Les États-Unis accusent Moscou d’avoir transféré jusqu’à 1,6 million d’Ukrainiens vers la Russie

Opération délibérée

Le déplacement forcé d’Ukrainiens vers la Russie continue de préoccuper. Mercredi, Antony Blinken, secrétaire d’État des États-Unis, a accusé Moscou d’avoir déplacé de force jusqu’à 1,6 million d’Ukrainiens vers la Russie depuis le début de l’invasion russe à grande échelle, le 24 février, dénonçant une opération délibérée pour dépeupler une partie de l’Ukraine. « Ce transfert et ce déplacement illégal de personnes sont une violation grave de la 4Convention de Genève sur la protection des civils et c’est un crime de guerre », a-t-il déclaré dans un communiqué à la veille d’une conférence à La Haye sur les allégations de crimes de guerre en Ukraine. Parmi eux figurent 260 000 enfants, dont certains ont été séparés de leurs parents et placés dans des orphelinats pour être adoptés, a-t-il ajouté. « C’est pourquoi nous soutenons les efforts des autorités ukrainiennes et internationales pour réunir, documenter et préserver les preuves des atrocités », a-t-il dit.

Transfert forcé

Michel Fortmann, professeur honoraire au département de science politique de l’Université de Montréal et chercheur au Centre d’études et de recherches internationales (CERIUM), souligne que la stratégie de déplacer des populations entières fait partie de l’arsenal russe depuis longtemps. « Les Russes sont des experts en transfert forcé de populations, dit-il. De 1930 aux années 1950, plus de 6 millions de personnes ont été forcées de quitter leur lieu d’origine pour être envoyées en Sibérie ou ailleurs dans l’Empire russe. » Selon Washington, des opérations similaires ont eu lieu plus récemment dans d’autres conflits, notamment en Tchétchénie.

Rejoindre la famille

Yakov M. Rabkin, professeur émérite au département d’histoire de l’Université de Montréal, qui séjourne actuellement à Saint-Pétersbourg, en Russie, pour des raisons familiales, note que beaucoup d’Ukrainiens vont aussi en Russie pour y rejoindre de la famille ou y trouver du travail. « Il y a des liens, il ne faut pas oublier que c’était un seul pays avant. À Saint-Pétersbourg, il y a 5000 Ukrainiens qui sont arrivés, ils viennent ici, car il y a beaucoup plus de travail que dans les villes de taille moyenne en Russie. » M. Rabkin a été surpris de ne rien voir dans les rues de Saint-Pétersbourg qui rappelle qu’une opération militaire est en cours. « Si on ne suit pas les nouvelles, on ne peut rien voir de différent, à part parfois une affiche Z. J’en ai vu une dizaine dans le métro. Je m’attendais à voir plus de slogans. Les cafés sont pleins, les gens sont dehors le soir… L’invasion touche les gens dont un membre de la famille est dans l’armée, mais pas les autres. »
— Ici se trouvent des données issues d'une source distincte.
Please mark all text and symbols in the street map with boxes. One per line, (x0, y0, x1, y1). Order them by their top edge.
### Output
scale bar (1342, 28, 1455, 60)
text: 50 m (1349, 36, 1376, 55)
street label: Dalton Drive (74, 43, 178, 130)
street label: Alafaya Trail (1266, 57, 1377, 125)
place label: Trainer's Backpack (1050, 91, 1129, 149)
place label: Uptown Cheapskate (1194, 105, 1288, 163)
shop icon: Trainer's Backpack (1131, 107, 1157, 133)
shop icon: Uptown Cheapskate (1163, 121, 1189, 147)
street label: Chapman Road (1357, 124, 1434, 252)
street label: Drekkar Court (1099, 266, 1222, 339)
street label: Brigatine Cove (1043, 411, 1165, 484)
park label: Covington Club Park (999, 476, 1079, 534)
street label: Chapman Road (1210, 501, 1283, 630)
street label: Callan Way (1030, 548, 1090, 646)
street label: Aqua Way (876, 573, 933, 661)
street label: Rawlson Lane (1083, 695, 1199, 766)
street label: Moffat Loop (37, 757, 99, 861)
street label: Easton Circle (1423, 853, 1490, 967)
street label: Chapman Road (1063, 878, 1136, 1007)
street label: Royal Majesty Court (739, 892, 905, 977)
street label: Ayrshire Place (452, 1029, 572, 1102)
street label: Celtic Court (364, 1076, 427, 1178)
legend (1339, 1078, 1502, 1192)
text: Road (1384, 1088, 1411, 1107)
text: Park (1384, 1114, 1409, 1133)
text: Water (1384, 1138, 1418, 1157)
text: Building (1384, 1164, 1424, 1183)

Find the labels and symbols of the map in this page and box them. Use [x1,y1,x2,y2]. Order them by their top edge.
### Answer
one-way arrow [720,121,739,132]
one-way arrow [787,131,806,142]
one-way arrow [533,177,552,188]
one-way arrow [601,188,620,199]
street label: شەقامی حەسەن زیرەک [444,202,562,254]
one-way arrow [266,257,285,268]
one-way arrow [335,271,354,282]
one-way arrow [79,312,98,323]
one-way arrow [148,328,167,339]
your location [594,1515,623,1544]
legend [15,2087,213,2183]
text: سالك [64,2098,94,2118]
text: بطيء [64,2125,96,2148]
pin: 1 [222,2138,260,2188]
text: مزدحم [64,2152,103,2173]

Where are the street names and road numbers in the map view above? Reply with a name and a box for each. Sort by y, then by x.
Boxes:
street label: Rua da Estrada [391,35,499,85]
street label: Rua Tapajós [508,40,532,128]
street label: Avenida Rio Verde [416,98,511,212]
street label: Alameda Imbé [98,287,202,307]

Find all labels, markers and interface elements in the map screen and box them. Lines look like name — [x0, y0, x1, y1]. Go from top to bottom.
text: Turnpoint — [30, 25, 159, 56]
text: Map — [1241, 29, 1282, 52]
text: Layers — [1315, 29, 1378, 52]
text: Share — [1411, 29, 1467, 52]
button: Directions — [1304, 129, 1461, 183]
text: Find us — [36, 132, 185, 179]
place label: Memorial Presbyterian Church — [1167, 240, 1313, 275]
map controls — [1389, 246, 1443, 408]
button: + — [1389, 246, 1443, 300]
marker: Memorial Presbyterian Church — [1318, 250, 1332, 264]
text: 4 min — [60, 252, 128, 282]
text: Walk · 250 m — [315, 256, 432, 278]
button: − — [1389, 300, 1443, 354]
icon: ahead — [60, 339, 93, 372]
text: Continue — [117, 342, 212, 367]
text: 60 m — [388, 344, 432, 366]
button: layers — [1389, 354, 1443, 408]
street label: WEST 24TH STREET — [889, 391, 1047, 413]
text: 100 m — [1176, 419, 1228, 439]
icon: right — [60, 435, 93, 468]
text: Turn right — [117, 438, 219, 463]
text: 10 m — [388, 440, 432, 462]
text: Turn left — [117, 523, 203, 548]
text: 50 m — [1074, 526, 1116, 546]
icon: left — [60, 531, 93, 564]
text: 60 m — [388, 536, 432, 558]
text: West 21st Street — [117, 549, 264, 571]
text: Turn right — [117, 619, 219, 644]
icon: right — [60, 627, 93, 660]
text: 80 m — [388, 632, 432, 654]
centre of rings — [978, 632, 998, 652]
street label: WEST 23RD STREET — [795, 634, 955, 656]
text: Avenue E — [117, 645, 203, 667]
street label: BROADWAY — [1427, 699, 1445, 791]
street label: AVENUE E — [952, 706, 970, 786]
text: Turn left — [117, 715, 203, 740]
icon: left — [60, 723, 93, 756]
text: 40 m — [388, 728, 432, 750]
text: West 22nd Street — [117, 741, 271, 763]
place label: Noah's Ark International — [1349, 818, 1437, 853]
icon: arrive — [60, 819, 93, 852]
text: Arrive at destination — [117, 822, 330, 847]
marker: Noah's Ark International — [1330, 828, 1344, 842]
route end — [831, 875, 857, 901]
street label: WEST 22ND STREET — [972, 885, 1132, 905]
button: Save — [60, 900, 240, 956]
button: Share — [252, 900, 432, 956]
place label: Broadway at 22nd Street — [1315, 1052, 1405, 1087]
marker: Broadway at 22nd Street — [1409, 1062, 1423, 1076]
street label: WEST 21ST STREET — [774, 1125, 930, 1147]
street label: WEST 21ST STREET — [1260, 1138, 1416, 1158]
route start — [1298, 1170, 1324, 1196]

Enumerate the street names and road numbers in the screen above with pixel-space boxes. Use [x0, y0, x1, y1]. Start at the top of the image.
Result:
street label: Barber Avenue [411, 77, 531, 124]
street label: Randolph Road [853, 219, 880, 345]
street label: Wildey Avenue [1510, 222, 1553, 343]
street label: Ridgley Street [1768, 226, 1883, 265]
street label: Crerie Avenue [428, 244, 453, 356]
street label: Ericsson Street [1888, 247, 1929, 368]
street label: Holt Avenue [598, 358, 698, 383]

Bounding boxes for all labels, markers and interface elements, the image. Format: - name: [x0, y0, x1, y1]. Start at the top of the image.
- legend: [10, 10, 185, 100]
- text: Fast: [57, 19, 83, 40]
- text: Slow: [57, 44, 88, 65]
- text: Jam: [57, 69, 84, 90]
« Pas surprenant, mais choquant »

France-Isabelle Langlois, directrice générale d’Amnistie internationale Canada francophone, note qu’Amnistie a des équipes sur place en Ukraine pour documenter les déportations menées par la Russie, et qu’un tableau plus précis de la situation sera bientôt disponible. « Or, on a vu depuis le début de l’invasion et lors d’autres invasions que la Russie ne se préoccupe pas du droit international et de ses obligations internationales, dit-elle. Ce qu’elle fait n’est pas surprenant, mais ce n’en est pas moins choquant, et on doit s’insurger contre cette exploitation des êtres humains exempte de toute empathie. » Les personnes déplacées de force en Russie ne sont pas des combattants, mais bien des civils, note-t-elle. « Ça évoque toutes sortes d’images pour nous dans tous les conflits du XXsiècle en Europe. De dire qu’en 2022, on est encore là, que de tels agissements de l’ordre de la barbarie existent encore, et aussi facilement, c’est vraiment outrageant. »

Passeports russes pour tous les Ukrainiens

Parallèlement, la Russie a annoncé qu’elle facilitait l’accès à la nationalité russe pour tous les Ukrainiens. Les « citoyens de l’Ukraine […] disposent du droit de demander la citoyenneté de la Fédération de Russie selon la procédure simplifiée », est-il indiqué dans un décret du président Vladimir Poutine publié lundi. Auparavant, cette politique ne s’appliquait qu’aux territoires ukrainiens occupés par la Russie. La Russie est accusée de distribuer les passeports russes chez ses voisins pour y asseoir son influence, comme elle l’avait précédemment fait dans les régions séparatistes d’Ossétie du Sud et d’Abkhazie, en Géorgie, et celle de Transnistrie, en Moldavie.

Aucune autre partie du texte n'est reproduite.